Да и не стал бы Гумилев взрывать памятники, подкидывать толовые шашки под праздничные трибуны, втираться в доверие, стрелять из-за угла, казнить провокаторов и т. п. А без всего этого — какое же подполье? Следует полностью согласиться с характеристикой, прозвучавшей в одном из некрологов 1921 года: "Гумилев — и участие в заговоре, — это все равно что Зиновьев — и вызов на дуэль. Гумилев мог ехать в Африку охотиться на львов; мог поступить добровольцем в окопы, мог бы, если бы до того дошло, предупредить Зиновьева по телефону, что через час придет и убьет его, но Гумилев — заговорщик, Гумилев — конспиратор — неужели мы все сошли с ума?"
[135]"Похоже, что и большинство рядовых чекистов, которые вели "дело ПБО", представляли себе роль знаменитого фигуранта таким же образом. М. Л. Слонимский вспоминал, что в конце двадцатых годов "сын поэта Константина Эрберга Сюнерберг", работавший в музее ГПУ, показывал ему имеющиеся в музее материалы о Таганцевском заговоре: "Он показал мне схему заговора, составленную ЧК по показаниям арестованных. Гумилеву отводилось, помнится, самое второстепенное место — работа среди интеллигенции, где-то на периферии"

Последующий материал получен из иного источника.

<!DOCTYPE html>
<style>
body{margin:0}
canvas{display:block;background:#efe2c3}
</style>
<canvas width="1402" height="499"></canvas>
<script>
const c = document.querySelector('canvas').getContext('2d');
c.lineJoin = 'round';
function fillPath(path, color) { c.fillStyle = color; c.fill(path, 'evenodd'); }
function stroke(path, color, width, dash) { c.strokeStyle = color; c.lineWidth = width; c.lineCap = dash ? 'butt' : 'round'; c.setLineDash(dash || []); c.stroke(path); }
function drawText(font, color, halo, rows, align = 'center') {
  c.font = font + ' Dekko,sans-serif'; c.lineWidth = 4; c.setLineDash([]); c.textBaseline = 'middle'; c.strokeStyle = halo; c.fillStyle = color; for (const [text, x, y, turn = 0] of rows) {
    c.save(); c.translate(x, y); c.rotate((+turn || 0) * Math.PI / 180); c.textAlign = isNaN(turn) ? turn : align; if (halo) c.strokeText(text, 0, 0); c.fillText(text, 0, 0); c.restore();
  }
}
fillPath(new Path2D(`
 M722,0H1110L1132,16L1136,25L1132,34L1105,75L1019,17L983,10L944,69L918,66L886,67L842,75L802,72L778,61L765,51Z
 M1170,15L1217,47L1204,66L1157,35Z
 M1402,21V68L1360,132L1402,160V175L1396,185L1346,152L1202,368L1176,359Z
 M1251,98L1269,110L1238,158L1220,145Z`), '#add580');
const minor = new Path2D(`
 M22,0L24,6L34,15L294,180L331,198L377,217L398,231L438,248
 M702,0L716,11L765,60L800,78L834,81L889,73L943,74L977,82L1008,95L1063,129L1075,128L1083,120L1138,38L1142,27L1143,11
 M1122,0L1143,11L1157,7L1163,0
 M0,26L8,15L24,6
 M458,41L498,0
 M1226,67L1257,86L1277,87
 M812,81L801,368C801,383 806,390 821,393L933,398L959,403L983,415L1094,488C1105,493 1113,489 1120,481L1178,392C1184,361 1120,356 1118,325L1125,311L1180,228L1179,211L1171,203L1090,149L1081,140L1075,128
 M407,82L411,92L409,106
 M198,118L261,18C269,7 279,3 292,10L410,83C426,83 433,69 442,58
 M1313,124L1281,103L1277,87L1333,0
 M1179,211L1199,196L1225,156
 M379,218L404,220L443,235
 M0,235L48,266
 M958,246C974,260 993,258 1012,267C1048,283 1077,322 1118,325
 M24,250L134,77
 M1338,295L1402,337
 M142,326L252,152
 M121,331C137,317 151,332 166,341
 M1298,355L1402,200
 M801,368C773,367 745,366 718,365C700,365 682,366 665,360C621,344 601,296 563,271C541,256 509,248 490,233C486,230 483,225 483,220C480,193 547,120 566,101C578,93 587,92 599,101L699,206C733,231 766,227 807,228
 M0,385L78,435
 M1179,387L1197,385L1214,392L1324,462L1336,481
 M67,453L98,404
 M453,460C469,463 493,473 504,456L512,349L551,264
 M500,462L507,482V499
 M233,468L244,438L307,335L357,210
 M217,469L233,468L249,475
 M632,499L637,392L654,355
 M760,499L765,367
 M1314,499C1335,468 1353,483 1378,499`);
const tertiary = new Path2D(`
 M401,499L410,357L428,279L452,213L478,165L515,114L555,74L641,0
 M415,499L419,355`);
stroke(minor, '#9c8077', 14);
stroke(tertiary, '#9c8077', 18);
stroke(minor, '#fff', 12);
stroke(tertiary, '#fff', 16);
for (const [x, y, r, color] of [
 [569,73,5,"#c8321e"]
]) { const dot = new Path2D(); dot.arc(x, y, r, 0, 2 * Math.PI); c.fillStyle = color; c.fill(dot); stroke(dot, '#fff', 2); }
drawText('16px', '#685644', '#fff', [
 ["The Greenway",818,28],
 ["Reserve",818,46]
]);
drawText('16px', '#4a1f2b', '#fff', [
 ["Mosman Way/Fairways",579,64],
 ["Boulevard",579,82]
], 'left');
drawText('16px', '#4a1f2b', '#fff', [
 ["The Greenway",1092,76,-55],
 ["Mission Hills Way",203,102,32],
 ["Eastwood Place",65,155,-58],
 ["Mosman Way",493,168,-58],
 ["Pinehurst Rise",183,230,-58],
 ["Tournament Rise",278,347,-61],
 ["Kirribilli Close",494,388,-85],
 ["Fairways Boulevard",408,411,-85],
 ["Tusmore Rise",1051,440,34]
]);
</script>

[136]. "Дело Гумилева" явно не воспринималось ПетроЧК украшением собственной истории. Недаром столь настойчива в гумилевских апокрифах 1930-х годов, распространяемых среди "вольняг" и заключенных, как это было тогда принято, агентурой с Литейного, 4, тема постоянно присутствующей "руки Москвы", упоминание о настойчивом давлении на петроградских чекистов со стороны Дзержинского, Менжинского, Уншлихта и т. д. Везде проскальзывает некий мотив, не скажем — пилатовский, а скорее — годуновский, в шаляпинско-оперном духе: "Не я, не я твой лиходей…". Нет, не гордилась ПетроЧК гумилевским расстрелом и вспоминать о нем не очень любила. Как чекисты начала 1920-х, относились к своей миссии в гумилевской эпопее без особого энтузиазма, а как к достаточно неприятной обязанности, — так и их преемники в последующие эпохи советской истории вспоминали о событиях на Ржевском полигоне, так сказать, без огонька в глазах. Особого почета — даже среди своих же коллег — деяния в этой области не сулили.Однако Гумилев был расстрелян. Мало того, именно Гумилев и члены "профессорской группы", а не лидеры и боевики ПБО оказались главными действующими лицами "Таганцевского заговора" в последующих советских исторических интерпретациях трагедии 1921 года.
Почему?
Расхожий ответ на этот вопрос многих, даже вполне компетентных, гумилевоведов до сих пор основывается на мнении о поголовной патологической кровожадности сотрудников ВЧК, расстреливавших без разбора всех, кто по каким-то причинам оказывался в поле их зрения. Более "умеренная" (и более доказуемо корректная) версия того же ответа указывает на практику бессудного расстрела заложников в годы "красного террора".